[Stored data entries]
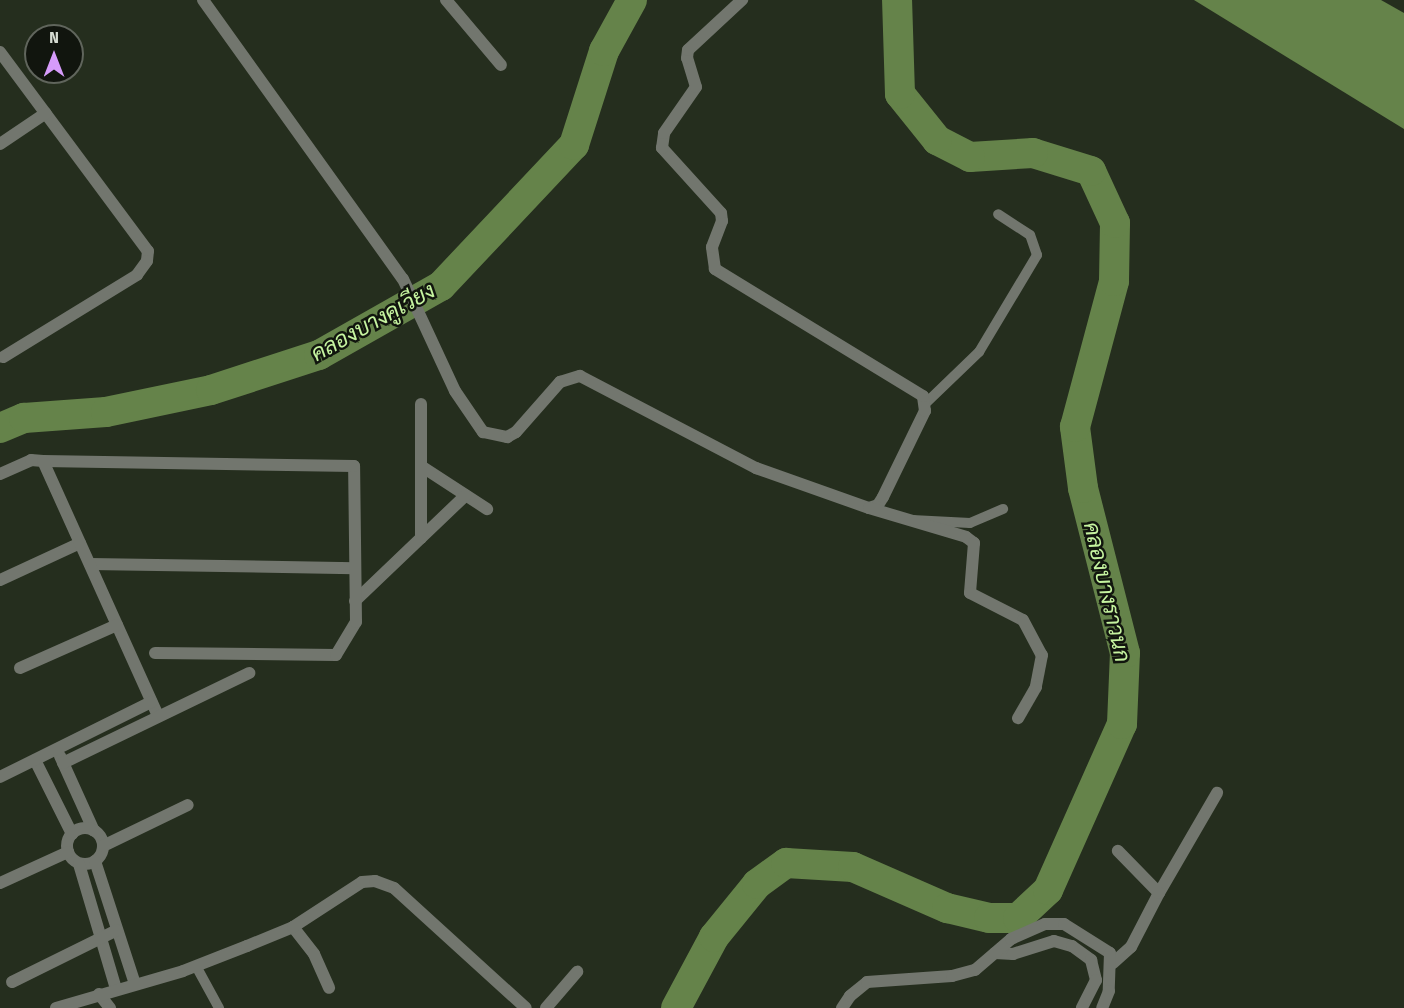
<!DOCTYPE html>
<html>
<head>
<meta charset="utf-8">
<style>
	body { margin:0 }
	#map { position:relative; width:1404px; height:1008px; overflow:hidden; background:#252e1e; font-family:"Fira Sans Condensed",Sarabun,sans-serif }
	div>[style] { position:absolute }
	.water>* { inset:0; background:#65834a }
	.river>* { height:30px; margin:-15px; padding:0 15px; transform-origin:15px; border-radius:15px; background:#65834a }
	.service>* { height:10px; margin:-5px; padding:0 5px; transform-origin:5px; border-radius:5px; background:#72766e }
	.minor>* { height:12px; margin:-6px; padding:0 6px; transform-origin:6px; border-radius:6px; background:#72766e }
	.minor>.ring { margin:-6px; padding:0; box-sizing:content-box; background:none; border:12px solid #72766e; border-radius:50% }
	.tertiary>* { height:12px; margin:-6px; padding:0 6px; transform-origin:6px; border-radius:6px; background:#72766e }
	span { translate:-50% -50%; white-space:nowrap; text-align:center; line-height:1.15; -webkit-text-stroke:5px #11150e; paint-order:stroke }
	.water-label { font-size:22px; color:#c6f4a0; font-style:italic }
	.north { position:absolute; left:24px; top:24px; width:60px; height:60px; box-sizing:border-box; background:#11150e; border:2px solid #60655c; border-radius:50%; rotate:0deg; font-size:16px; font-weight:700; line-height:24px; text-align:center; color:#d6dcd2 }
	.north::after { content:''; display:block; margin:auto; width:21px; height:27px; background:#d69bfa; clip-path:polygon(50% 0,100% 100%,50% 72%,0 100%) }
</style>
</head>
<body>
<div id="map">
	<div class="water">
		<div style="clip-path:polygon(1194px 0,1381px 0,1404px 13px,1404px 129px)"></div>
	</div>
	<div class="river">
		<div style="left:0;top:428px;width:26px;rotate:-23deg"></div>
		<div style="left:24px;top:418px;width:82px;rotate:-4.2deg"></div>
		<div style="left:106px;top:412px;width:107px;rotate:-11.8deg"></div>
		<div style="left:211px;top:390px;width:114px;rotate:-18deg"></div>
		<div style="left:319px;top:355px;width:140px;rotate:-29.5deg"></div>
		<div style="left:441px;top:286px;width:194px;rotate:-46.7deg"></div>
		<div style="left:574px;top:145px;width:99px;rotate:-72.3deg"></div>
		<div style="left:604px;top:51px;width:58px;rotate:-61.2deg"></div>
		<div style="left:676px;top:1008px;width:81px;rotate:-61.8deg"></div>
		<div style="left:714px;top:937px;width:68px;rotate:-50.9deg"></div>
		<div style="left:757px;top:884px;width:36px;rotate:-36deg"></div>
		<div style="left:786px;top:863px;width:67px;rotate:3.4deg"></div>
		<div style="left:853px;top:867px;width:103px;rotate:23.6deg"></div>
		<div style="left:947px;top:908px;width:43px;rotate:13.4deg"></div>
		<div style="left:989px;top:918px;width:29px"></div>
		<div style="left:1018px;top:918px;width:41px;rotate:-43deg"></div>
		<div style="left:1048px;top:890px;width:182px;rotate:-66deg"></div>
		<div style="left:1122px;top:724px;width:71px;rotate:-87.6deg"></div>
		<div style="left:1125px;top:653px;width:170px;rotate:-104.3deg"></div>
		<div style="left:1083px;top:488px;width:62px;rotate:-97.5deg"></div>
		<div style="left:1075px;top:427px;width:151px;rotate:-75deg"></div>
		<div style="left:1114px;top:281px;width:58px;rotate:-89deg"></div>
		<div style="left:1115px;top:223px;width:57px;rotate:-114.8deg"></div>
		<div style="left:1091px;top:171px;width:61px;rotate:-162.8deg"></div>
		<div style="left:1033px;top:153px;width:63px;rotate:176.4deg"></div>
		<div style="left:970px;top:157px;width:37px;rotate:-153deg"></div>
		<div style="left:937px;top:140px;width:59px;rotate:-128.8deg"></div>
		<div style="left:900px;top:94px;width:94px;rotate:-91.8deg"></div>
	</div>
	<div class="service">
		<div style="left:926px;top:403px;width:74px;rotate:-43.9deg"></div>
		<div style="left:979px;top:352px;width:113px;rotate:-59.1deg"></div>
		<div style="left:1037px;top:255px;width:21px;rotate:-109deg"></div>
		<div style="left:1030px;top:235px;width:38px;rotate:-147deg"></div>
		<div style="left:912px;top:520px;width:58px;rotate:3deg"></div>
		<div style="left:970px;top:523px;width:36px;rotate:-23deg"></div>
		<div style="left:196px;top:966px;width:48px;rotate:61.3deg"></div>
	</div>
	<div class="minor">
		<div style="left:203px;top:0;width:343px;rotate:54.4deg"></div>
		<div style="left:403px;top:279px;width:123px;rotate:65.1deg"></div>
		<div style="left:455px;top:391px;width:50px;rotate:55.7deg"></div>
		<div style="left:483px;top:432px;width:25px;rotate:12deg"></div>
		<div style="left:507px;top:437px;width:10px;rotate:-29deg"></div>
		<div style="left:516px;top:432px;width:67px;rotate:-48.7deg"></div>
		<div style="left:560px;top:382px;width:21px;rotate:-17deg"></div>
		<div style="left:580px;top:376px;width:199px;rotate:27.6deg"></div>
		<div style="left:756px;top:468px;width:120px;rotate:19.5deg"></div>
		<div style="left:869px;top:508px;width:9px;rotate:-18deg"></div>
		<div style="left:878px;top:505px;width:9px;rotate:-58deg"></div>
		<div style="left:883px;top:497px;width:96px;rotate:-64deg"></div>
		<div style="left:925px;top:411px;width:15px;rotate:-98deg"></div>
		<div style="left:923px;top:396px;width:244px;rotate:-148.6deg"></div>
		<div style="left:715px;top:269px;width:22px;rotate:-98deg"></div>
		<div style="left:712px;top:247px;width:28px;rotate:-69deg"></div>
		<div style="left:722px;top:221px;width:8px;rotate:-97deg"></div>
		<div style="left:721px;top:213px;width:88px;rotate:-132.2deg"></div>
		<div style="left:662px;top:148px;width:15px;rotate:-82deg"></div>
		<div style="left:664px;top:133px;width:56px;rotate:-55.2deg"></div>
		<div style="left:696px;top:87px;width:30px;rotate:-107deg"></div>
		<div style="left:687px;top:58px;width:8px;rotate:-83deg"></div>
		<div style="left:688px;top:50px;width:74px;rotate:-42.8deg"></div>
		<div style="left:446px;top:0;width:85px;rotate:49.8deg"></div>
		<div style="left:0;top:52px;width:248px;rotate:53.4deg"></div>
		<div style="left:148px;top:251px;width:10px;rotate:96deg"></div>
		<div style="left:147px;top:261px;width:17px;rotate:126deg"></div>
		<div style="left:137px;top:275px;width:157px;rotate:148.5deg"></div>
		<div style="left:0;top:144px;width:55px;rotate:-34deg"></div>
		<div style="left:421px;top:466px;width:79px;rotate:33.1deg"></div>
		<div style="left:0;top:474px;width:34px;rotate:-24deg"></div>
		<div style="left:31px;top:460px;width:12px;rotate:5deg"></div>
		<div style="left:869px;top:508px;width:101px;rotate:16.6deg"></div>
		<div style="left:966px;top:537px;width:10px;rotate:37deg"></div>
		<div style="left:974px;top:543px;width:50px;rotate:94.6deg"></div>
		<div style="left:970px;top:593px;width:59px;rotate:27deg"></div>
		<div style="left:1023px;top:620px;width:40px;rotate:62deg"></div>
		<div style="left:1042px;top:655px;width:33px;rotate:101deg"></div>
		<div style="left:1036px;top:687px;width:36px;rotate:120deg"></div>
		<div style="left:421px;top:538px;width:134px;rotate:-90deg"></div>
		<div style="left:90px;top:564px;width:265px;rotate:0.9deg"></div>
		<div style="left:0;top:580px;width:88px;rotate:-24.8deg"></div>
		<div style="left:355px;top:601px;width:153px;rotate:-43.7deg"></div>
		<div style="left:155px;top:653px;width:181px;rotate:0.6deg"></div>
		<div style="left:336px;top:655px;width:39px;rotate:-59deg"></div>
		<div style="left:356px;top:622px;width:156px;rotate:-90.7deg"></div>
		<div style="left:354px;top:466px;width:311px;rotate:-179.1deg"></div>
		<div style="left:43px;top:461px;width:280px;rotate:65.7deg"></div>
		<div style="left:20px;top:668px;width:106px;rotate:-23.9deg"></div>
		<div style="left:60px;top:756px;width:82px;rotate:65.6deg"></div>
		<div style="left:35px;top:760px;width:83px;rotate:63.4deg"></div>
		<div style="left:63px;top:763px;width:207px;rotate:-25.8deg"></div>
		<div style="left:0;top:777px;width:169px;rotate:-26.4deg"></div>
		<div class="ring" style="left:67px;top:828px;width:24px;height:24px"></div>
		<div style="left:103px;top:846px;width:94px;rotate:-25.8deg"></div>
		<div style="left:95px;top:861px;width:129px;rotate:72deg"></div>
		<div style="left:79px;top:864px;width:130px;rotate:73.5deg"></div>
		<div style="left:0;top:883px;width:75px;rotate:-24.5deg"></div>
		<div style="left:1159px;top:893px;width:116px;rotate:-59.9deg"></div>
		<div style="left:293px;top:927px;width:34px;rotate:52deg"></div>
		<div style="left:314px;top:954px;width:37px;rotate:66deg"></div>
		<div style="left:995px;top:953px;width:18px;rotate:3deg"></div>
		<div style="left:1013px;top:954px;width:43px;rotate:-17.6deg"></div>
		<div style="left:1054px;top:941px;width:19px;rotate:16deg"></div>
		<div style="left:1072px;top:946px;width:24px;rotate:36deg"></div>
		<div style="left:1091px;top:960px;width:21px;rotate:76deg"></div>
		<div style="left:1096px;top:980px;width:31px;rotate:117deg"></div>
		<div style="left:1113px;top:963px;width:24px;rotate:-42deg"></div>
		<div style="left:1131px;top:947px;width:61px;rotate:-62.6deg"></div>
		<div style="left:1159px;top:893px;width:59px;rotate:-134.3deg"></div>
		<div style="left:12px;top:982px;width:117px;rotate:-26.3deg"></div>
		<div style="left:99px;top:994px;width:18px;rotate:52deg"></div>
		<div style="left:546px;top:1008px;width:48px;rotate:-49.3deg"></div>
		<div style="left:842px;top:1008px;width:14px;rotate:-56deg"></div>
		<div style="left:850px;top:996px;width:22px;rotate:-39deg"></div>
		<div style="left:867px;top:982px;width:85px;rotate:-4deg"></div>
		<div style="left:952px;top:976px;width:24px;rotate:-15deg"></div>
		<div style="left:975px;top:970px;width:48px;rotate:-40.7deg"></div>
		<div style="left:1011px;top:939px;width:37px;rotate:-24deg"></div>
		<div style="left:1045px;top:924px;width:19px"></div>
		<div style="left:1064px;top:924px;width:54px;rotate:32.2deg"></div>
		<div style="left:1110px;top:953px;width:38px;rotate:92deg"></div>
		<div style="left:1109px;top:991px;width:18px;rotate:112deg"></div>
	</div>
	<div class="tertiary">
		<div style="left:56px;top:1008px;width:132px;rotate:-16.2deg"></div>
		<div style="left:183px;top:971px;width:69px;rotate:-21.3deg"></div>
		<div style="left:247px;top:946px;width:50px;rotate:-22.4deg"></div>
		<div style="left:293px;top:927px;width:82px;rotate:-33.1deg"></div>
		<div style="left:362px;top:882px;width:13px;rotate:-4deg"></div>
		<div style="left:375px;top:881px;width:20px;rotate:20deg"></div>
		<div style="left:394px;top:888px;width:178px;rotate:42.3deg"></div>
	</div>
	<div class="water-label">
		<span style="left:373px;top:322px;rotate:-29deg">คลองบางคูเวียง</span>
		<span style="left:1107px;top:592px;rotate:77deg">คลองบางราวนก</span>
	</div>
	<div class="north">N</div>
</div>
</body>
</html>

# Exercise
Reproduce the records exactly, starting with their first line and ending with the line that contains "height:10px; margin:-5px; padding:0", though pictures should be dropped.

# Solution
<!DOCTYPE html>
<html>
<head>
<meta charset="utf-8">
<style>
	body { margin:0 }
	#map { position:relative; width:1404px; height:1008px; overflow:hidden; background:#252e1e; font-family:"Fira Sans Condensed",Sarabun,sans-serif }
	div>[style] { position:absolute }
	.water>* { inset:0; background:#65834a }
	.river>* { height:30px; margin:-15px; padding:0 15px; transform-origin:15px; border-radius:15px; background:#65834a }
	.service>* { height:10px; margin:-5px; padding:0 5px; transform-origin:5px; border-radius:5px; background:#72766e }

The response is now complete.